A decline in the economy which results in a reduction of consumers'
disposable income can negatively impact spending habits. Competitiveness
in the retail industry will require large capital outlays for the
installation of automated checkout equipment to control inventory, track
the sale of items and gauge the success of sales campaigns.

Retailers who sell their products over the Internet have the potential
to access more consumers, but will require the capital to acquire and
maintain sophisticated technology. E-commerce company stocks have
experienced extreme price and volume fluctuations that are often
unrelated to their operating performance.

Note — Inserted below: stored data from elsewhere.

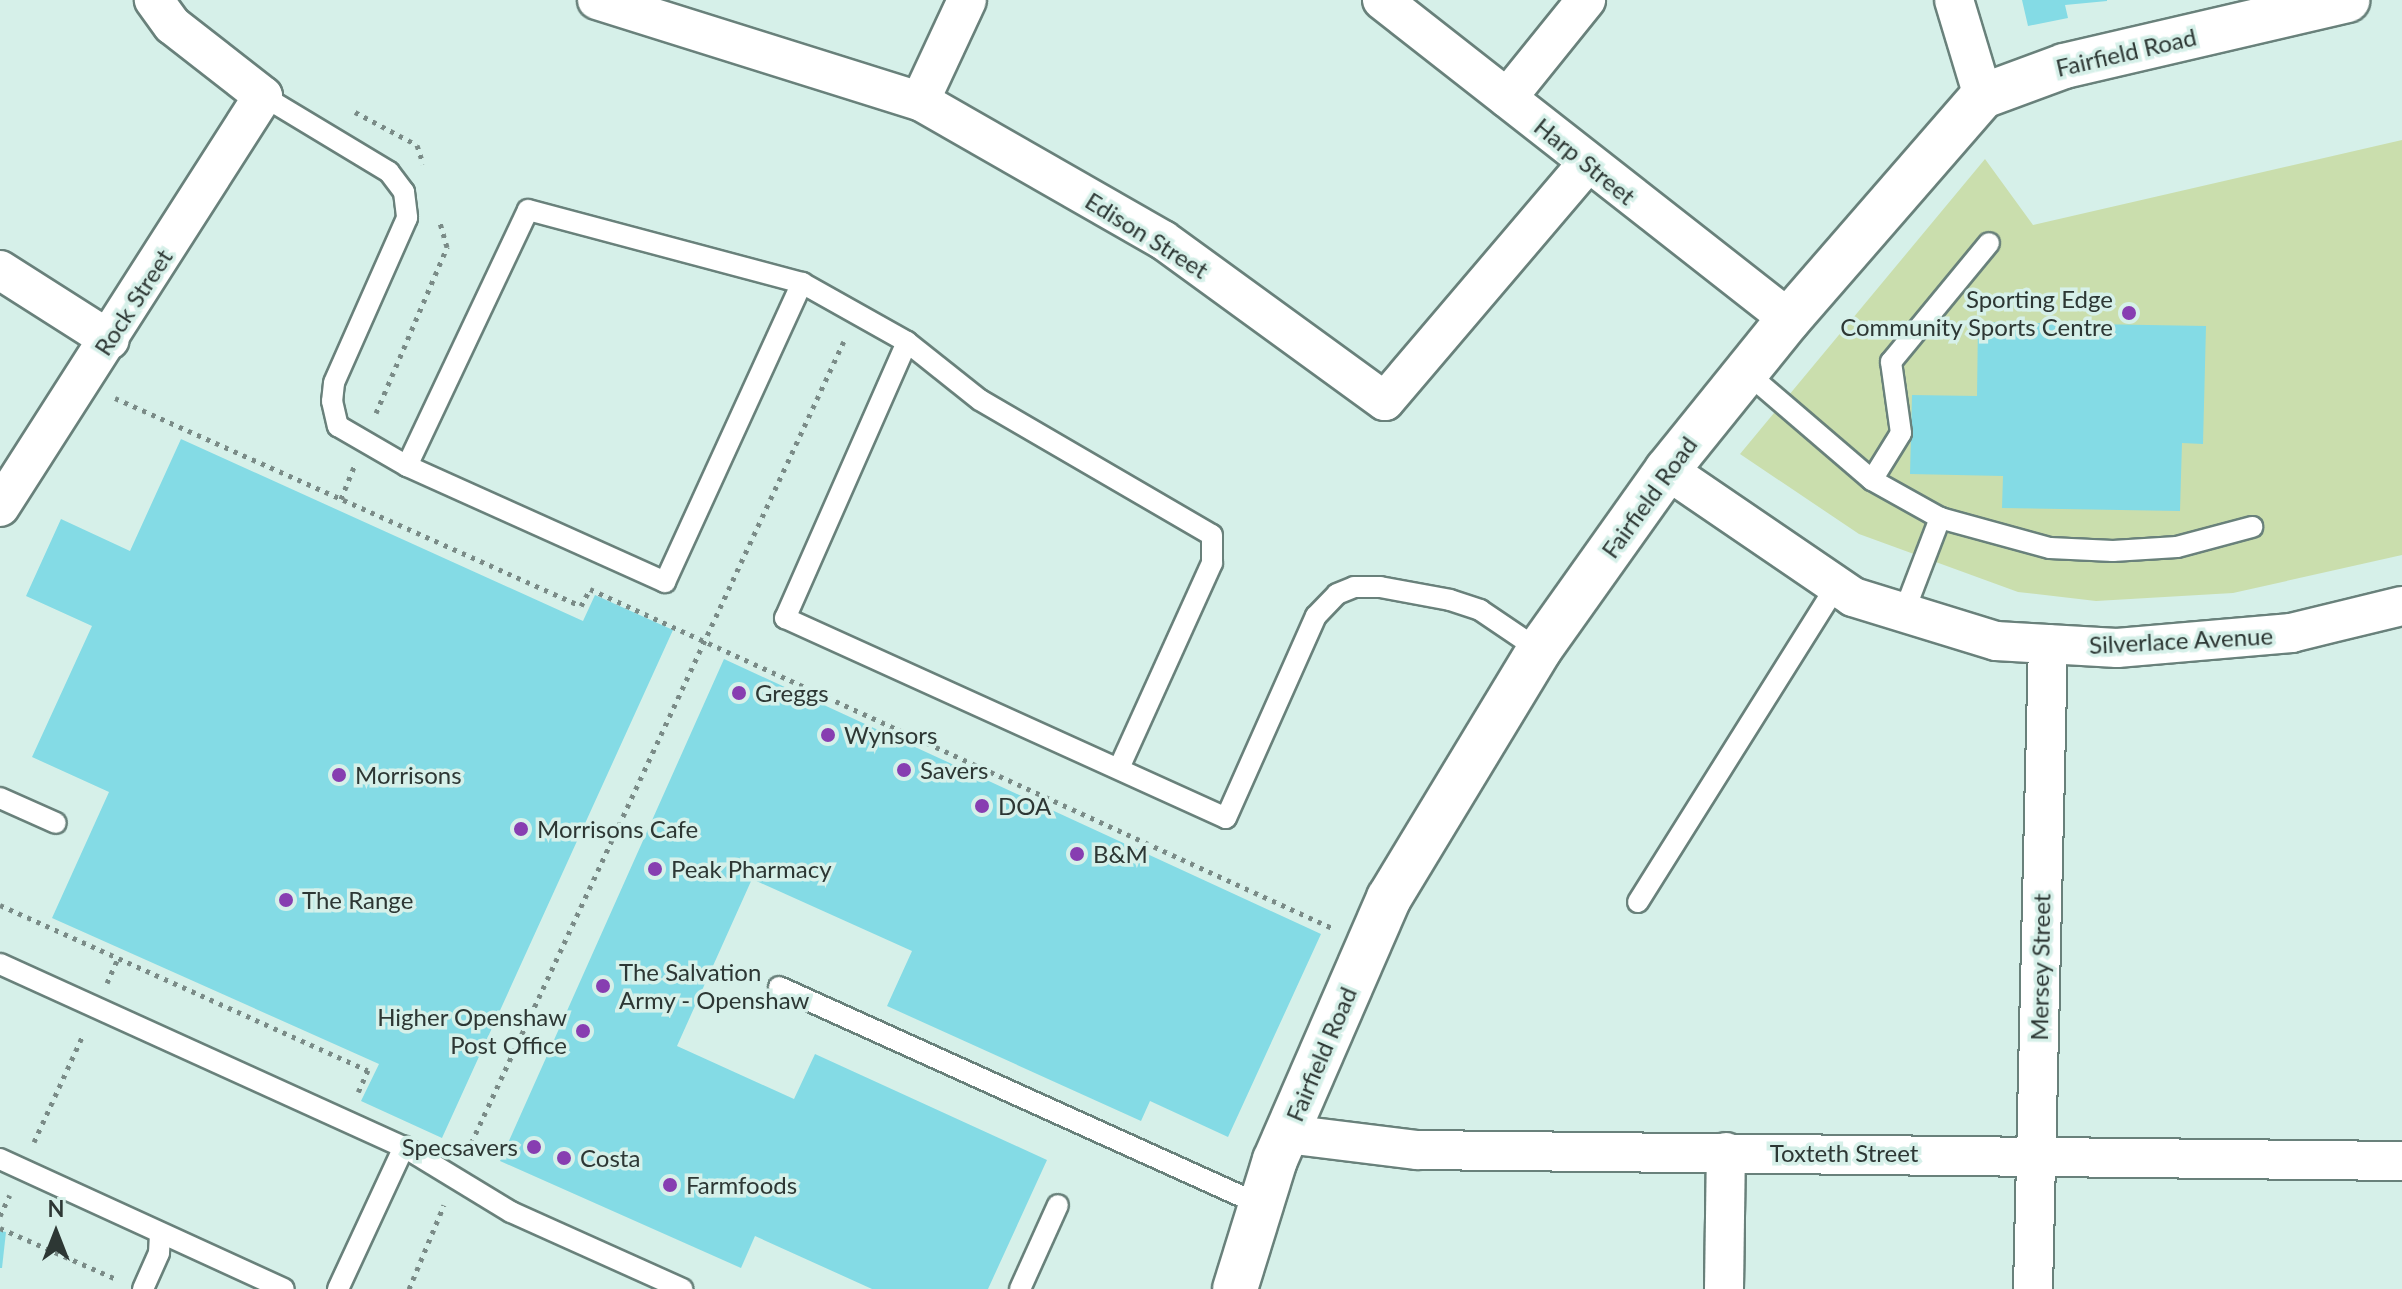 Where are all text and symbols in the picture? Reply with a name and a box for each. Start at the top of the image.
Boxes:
street label: Fairfield Road [2053,22,2199,82]
street label: Harp Street [1529,112,1641,210]
street label: Edison Street [1080,186,1214,284]
street label: Rock Street [88,243,178,361]
place label: Sporting Edge Community Sports Centre [1840,285,2113,341]
marker: Sporting Edge Community Sports Centre [2120,304,2138,322]
street label: Fairfield Road [1595,431,1703,563]
street label: Silverlace Avenue [2088,621,2274,659]
place label: Greggs [755,679,829,707]
marker: Greggs [730,684,748,702]
place label: Wynsors [844,721,937,749]
marker: Wynsors [819,726,837,744]
place label: Savers [920,756,988,784]
place label: Morrisons [355,761,462,789]
marker: Savers [895,761,913,779]
marker: Morrisons [330,766,348,784]
place label: DOA [998,792,1051,820]
marker: DOA [973,797,991,815]
place label: Morrisons Cafe [537,815,698,843]
marker: Morrisons Cafe [512,820,530,838]
place label: B&M [1093,840,1148,868]
marker: B&M [1068,845,1086,863]
place label: Peak Pharmacy [671,855,832,883]
marker: Peak Pharmacy [646,860,664,878]
place label: The Range [302,886,413,914]
marker: The Range [277,891,295,909]
street label: Mersey Street [2024,893,2056,1041]
place label: The Salvation Army - Openshaw [619,958,810,1014]
marker: The Salvation Army - Openshaw [594,977,612,995]
street label: Fairfield Road [1280,982,1362,1126]
place label: Higher Openshaw Post Office [377,1003,567,1059]
marker: Higher Openshaw Post Office [574,1022,592,1040]
place label: Specsavers [402,1133,518,1161]
marker: Specsavers [525,1138,543,1156]
street label: Toxteth Street [1770,1139,1918,1167]
place label: Costa [580,1144,640,1172]
marker: Costa [555,1149,573,1167]
place label: Farmfoods [686,1171,797,1199]
marker: Farmfoods [661,1176,679,1194]
north arrow [16,1193,96,1273]
text: N [48,1195,64,1222]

Many such companies have
exceptionally high price-to-earnings ratios with little or no earnings
histories. In addition, numerous e-commerce companies have only recently
begun operations, and may have limited product lines, markets or
financial resources, as well as fewer experienced management personnel.
Finally, the lack of barriers to entry suggests a future of intense
competition for online retailers.

                     Public Offering

Discounts for Certain Persons.

If you invest at least $50,000 (except if you are purchasing for a "wrap
fee account" as described below), the maximum sales charge is reduced,
as follows:

                                  Your maximum
If you invest                     sales charge
(in thousands):*                  will be:
_________________                 ____________
$50 but less than $100            4.25%
$100 but less than $250           4.00%
$250 but less than $500           3.50%
$500 or more                      2.50%

* The breakpoint sales charges are also applied on a Unit basis
utilizing a breakpoint equivalent in the above table of $10 per Unit and
will be applied on whichever basis is more favorable to the investor.
The breakpoints will be adjusted to take into consideration purchase
orders stated in dollars which cannot be completely fulfilled due to the
requirement that only whole Units be issued.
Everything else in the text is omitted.